I don't really know my way around Vegas, so I prefer to pay others to drive me to the places I want to go. However, my trip to Tenaya Creek Brewery required me to provide to pull navigatorial duties for my cabbie for the second time in as many days. Located a pretty good distance from the Strip, the brewery isn't necessarily a common destination for the typical tourist crowd.
My cab driver, Mike, was a transplanted Bulgarian who had a pretty great outlook on life in general, so our conversation to and from the brewery (I was able to call him to pick me up at the completion of my tour) made up for any extra work I had to put in. Plus, Mike lives pretty close to the brewery, so I was able to get in a little evangelism on the return trip.
Tenaya Creek originally opened in November of 1999 as a fine dining restaurant with a great wine selection and, of course, fresh craft beer. But after nearly 9 years, they made the decision to cut out the kitchen and focus on their true passion: beer. Rather than offering their draft beer only at the brewery, Tenaya Creek began to supply several restaurants and bars in Las Vegas as well.

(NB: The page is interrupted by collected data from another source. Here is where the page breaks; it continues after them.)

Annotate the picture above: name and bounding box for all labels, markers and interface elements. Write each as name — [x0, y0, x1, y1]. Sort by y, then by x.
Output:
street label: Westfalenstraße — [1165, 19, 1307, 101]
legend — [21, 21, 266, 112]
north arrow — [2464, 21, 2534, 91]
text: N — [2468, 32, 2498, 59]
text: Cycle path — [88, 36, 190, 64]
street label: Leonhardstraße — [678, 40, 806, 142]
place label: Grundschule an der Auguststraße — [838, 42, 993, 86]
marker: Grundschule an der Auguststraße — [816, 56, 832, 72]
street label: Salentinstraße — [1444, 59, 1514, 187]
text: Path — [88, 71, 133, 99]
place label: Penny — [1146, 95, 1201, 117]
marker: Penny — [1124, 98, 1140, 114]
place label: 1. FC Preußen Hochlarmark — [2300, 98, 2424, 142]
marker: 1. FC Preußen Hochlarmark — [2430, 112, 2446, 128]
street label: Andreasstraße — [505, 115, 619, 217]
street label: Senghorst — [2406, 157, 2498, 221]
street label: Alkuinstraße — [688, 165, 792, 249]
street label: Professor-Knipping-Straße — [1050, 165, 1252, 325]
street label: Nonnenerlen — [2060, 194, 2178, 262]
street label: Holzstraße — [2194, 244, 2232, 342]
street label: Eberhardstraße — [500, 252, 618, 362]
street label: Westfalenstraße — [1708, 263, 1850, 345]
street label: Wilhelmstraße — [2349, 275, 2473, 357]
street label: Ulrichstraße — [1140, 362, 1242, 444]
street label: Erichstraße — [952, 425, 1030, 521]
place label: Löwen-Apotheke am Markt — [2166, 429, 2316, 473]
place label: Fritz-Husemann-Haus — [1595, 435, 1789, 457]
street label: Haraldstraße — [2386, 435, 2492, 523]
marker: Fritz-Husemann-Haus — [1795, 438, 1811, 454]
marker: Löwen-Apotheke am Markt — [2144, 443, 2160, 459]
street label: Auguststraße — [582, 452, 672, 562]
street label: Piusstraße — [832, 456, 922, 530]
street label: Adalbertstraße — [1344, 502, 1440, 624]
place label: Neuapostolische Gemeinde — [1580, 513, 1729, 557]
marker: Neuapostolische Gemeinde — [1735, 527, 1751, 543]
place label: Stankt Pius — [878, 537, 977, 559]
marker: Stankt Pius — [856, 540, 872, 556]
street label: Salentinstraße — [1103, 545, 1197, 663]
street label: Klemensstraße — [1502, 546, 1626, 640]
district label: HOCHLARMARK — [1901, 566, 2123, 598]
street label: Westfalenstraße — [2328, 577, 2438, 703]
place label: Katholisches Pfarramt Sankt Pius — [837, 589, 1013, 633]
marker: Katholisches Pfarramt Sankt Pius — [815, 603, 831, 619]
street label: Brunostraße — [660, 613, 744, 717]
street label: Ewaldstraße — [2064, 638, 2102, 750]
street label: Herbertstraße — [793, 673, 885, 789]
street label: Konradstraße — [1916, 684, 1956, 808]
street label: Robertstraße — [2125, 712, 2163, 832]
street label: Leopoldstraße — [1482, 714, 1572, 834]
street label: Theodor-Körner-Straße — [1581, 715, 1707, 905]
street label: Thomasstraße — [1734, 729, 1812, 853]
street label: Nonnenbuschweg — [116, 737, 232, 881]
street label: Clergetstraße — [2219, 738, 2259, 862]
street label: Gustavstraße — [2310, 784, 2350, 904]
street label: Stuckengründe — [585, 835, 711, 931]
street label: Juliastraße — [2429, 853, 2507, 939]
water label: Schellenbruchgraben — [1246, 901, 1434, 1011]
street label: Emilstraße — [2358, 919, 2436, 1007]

As a result of their growth, the brewery remodeled in July of 2010 to expand brewing capacity and add a 22oz bottling line. I got word that they may be moving to canning before long, which would likely improve availability to a broader distribution than their current 4-state (and also British Columbia, which is neither British nor Columbian) market.
It was right around noon when I arrived at Tenaya Creek, and the vibe gave the impression that it was far more than 20 miles from the hustle and bustle of the casino crowd. Other than an animated group congregated around a table near the entry, the u-shaped bar was relatively empty and only a couple folks were shooting pool off to the side.
I took a seat at the video-poker-machine-studded bar and asked for Anthony Gibson, TC's head brewer and the man with whom I had corresponded regarding my trip. I was a little early and Anthony was tied up with brewing, so I was told that the privilege of showing me around had fallen to Alex Graham, Beer Mercenary (best biz card title ever?). So I grabbed a Hop Ride IPA while I waited and watched the White Sox game; I was not disappointed (in the beer; the game was more of a beggars/choosers situation).
My first thought was that Hop Ride was very light in color for an IPA, appearing more golden than copper (I later found out that they had recently tweaked the recipe to achieve the lighter color). As I raised the glass to my nose, I was greeted with a fragrant citrus and floral bouquet that came as the result of an aggressive dry hop process.
But the heavy hopping didn't stop at the nose; true to it's name, Hop Ride is bursting with flavor and a bitterness that gave the beer a bite that is far more pleasant than the rattler on its label. Despite the light color, this beer isn't lacking in body or booze, coming together with a near-perfect balance that makes it a very drinkable IPA.
Alex came over to greet me and I followed him back to the brewery, passing beneath the tombstone marking the end of Tenaya Creek's kitchen as I did so. We had more of a conversation than a tour and I learned a little more about the brewery's philosophy and history, and about the Vegas beer scene in general.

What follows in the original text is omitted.